PROBLEM TO SOLVE
Extract, unchanged, each line of the listing below from its first line through the line that contains "filter:drop-shadow(0 0 1px", inclusive, and nothing else.

PROVIDED DATA
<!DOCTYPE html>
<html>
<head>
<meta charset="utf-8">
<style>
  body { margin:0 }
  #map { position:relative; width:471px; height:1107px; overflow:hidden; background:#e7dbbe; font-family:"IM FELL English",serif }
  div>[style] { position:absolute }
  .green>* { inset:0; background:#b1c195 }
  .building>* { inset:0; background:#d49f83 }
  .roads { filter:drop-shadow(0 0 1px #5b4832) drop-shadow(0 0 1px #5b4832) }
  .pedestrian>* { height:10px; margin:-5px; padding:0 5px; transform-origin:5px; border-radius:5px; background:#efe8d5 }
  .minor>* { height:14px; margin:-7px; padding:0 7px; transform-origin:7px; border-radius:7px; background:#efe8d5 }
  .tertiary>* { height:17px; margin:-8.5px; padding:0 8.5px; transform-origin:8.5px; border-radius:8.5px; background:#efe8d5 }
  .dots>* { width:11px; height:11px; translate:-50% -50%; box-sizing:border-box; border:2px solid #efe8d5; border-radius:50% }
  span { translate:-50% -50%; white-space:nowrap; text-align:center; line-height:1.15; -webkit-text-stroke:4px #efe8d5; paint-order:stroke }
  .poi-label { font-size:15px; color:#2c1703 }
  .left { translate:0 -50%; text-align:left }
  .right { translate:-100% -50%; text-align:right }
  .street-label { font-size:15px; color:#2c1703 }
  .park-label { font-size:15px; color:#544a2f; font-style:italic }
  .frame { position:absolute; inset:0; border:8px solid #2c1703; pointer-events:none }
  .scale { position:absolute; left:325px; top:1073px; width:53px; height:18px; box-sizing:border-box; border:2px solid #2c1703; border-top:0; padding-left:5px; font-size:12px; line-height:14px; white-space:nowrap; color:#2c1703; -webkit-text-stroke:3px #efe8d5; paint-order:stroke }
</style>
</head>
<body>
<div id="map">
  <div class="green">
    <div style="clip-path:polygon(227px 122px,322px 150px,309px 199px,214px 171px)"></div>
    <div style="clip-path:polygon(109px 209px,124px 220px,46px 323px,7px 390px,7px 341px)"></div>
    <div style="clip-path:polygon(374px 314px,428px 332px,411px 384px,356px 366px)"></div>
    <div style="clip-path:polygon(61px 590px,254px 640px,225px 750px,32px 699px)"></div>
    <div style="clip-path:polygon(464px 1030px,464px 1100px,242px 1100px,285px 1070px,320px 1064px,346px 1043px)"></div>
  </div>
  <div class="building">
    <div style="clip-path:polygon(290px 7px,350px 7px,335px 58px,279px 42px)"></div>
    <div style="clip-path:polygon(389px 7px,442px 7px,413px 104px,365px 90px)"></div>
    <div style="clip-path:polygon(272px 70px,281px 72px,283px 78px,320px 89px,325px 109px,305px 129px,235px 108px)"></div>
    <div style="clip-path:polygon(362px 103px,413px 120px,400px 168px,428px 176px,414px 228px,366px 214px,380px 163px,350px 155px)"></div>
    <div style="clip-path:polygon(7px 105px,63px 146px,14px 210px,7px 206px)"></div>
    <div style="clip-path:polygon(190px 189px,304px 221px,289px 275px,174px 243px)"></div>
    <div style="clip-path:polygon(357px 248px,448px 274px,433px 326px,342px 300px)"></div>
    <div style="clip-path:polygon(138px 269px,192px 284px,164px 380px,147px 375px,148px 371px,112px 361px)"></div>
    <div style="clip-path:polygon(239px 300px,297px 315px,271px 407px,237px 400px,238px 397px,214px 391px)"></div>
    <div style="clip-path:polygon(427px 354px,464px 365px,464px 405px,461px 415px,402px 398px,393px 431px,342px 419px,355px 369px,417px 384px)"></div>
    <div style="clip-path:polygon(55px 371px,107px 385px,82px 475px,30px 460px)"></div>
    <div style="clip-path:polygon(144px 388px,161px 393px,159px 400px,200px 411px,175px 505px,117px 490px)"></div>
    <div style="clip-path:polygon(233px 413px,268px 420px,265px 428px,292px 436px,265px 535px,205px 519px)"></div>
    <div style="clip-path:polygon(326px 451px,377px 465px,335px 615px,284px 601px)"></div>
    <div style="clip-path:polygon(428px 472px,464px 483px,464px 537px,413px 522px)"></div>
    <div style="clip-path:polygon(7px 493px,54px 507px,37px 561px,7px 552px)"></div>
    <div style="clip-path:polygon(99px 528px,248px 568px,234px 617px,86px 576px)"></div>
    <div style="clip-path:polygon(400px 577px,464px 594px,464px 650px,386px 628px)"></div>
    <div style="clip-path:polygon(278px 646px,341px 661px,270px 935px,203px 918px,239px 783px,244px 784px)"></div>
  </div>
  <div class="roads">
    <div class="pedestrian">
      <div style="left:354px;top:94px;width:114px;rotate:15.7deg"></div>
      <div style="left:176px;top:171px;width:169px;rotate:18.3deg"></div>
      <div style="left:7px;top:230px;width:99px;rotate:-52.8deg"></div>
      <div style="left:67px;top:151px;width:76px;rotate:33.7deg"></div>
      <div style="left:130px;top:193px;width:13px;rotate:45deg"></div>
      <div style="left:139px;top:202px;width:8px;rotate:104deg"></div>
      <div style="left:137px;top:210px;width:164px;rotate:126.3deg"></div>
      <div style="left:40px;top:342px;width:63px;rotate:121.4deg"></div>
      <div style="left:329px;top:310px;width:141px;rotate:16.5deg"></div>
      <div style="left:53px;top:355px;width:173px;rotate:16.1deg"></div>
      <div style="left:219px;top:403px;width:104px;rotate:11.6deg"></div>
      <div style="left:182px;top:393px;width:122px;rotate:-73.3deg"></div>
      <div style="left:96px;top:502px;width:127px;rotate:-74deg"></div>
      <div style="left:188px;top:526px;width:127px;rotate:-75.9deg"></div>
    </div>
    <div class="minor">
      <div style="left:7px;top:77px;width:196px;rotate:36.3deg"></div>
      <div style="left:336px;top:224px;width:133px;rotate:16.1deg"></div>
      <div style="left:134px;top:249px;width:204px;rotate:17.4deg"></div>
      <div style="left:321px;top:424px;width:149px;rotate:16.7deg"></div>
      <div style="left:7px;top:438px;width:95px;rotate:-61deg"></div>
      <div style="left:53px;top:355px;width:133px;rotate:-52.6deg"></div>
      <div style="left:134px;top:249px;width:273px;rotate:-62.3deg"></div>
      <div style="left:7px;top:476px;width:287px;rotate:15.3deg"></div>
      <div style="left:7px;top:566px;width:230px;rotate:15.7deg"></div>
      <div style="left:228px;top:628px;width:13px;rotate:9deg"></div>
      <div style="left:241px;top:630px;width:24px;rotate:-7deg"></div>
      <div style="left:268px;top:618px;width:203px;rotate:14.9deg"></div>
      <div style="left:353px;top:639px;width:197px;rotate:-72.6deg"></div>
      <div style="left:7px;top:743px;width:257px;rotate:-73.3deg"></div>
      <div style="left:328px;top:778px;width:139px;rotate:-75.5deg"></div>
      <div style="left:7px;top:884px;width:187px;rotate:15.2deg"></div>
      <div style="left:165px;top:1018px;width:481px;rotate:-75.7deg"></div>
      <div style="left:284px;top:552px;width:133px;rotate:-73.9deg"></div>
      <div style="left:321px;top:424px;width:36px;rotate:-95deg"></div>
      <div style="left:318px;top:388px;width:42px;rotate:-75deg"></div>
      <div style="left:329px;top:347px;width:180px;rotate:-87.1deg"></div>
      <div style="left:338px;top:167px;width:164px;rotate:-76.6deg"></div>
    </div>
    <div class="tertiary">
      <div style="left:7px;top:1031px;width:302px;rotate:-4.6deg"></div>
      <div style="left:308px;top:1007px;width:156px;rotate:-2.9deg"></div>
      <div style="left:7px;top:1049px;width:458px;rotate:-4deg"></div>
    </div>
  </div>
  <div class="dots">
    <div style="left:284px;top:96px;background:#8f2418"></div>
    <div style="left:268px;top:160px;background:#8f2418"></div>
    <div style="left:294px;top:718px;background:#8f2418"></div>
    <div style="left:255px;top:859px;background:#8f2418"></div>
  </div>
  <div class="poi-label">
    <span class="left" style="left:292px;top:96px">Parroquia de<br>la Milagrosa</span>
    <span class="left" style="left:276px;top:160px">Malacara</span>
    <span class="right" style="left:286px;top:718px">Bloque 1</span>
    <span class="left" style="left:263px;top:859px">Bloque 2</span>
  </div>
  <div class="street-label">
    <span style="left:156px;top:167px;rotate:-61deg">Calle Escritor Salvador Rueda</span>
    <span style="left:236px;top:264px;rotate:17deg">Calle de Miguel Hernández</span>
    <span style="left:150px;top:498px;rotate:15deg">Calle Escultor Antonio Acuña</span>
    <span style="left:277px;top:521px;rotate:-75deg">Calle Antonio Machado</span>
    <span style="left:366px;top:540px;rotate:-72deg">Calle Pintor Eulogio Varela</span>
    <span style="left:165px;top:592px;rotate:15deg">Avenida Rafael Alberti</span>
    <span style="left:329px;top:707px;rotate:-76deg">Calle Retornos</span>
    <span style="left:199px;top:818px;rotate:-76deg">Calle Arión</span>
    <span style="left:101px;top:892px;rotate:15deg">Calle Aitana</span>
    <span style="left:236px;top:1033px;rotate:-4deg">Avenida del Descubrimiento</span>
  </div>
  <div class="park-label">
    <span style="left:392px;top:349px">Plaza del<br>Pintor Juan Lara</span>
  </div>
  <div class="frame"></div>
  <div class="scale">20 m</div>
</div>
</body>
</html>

OUTPUT FOR THIS TASK
<!DOCTYPE html>
<html>
<head>
<meta charset="utf-8">
<style>
  body { margin:0 }
  #map { position:relative; width:471px; height:1107px; overflow:hidden; background:#e7dbbe; font-family:"IM FELL English",serif }
  div>[style] { position:absolute }
  .green>* { inset:0; background:#b1c195 }
  .building>* { inset:0; background:#d49f83 }
  .roads { filter:drop-shadow(0 0 1px #5b4832) drop-shadow(0 0 1px #5b4832) }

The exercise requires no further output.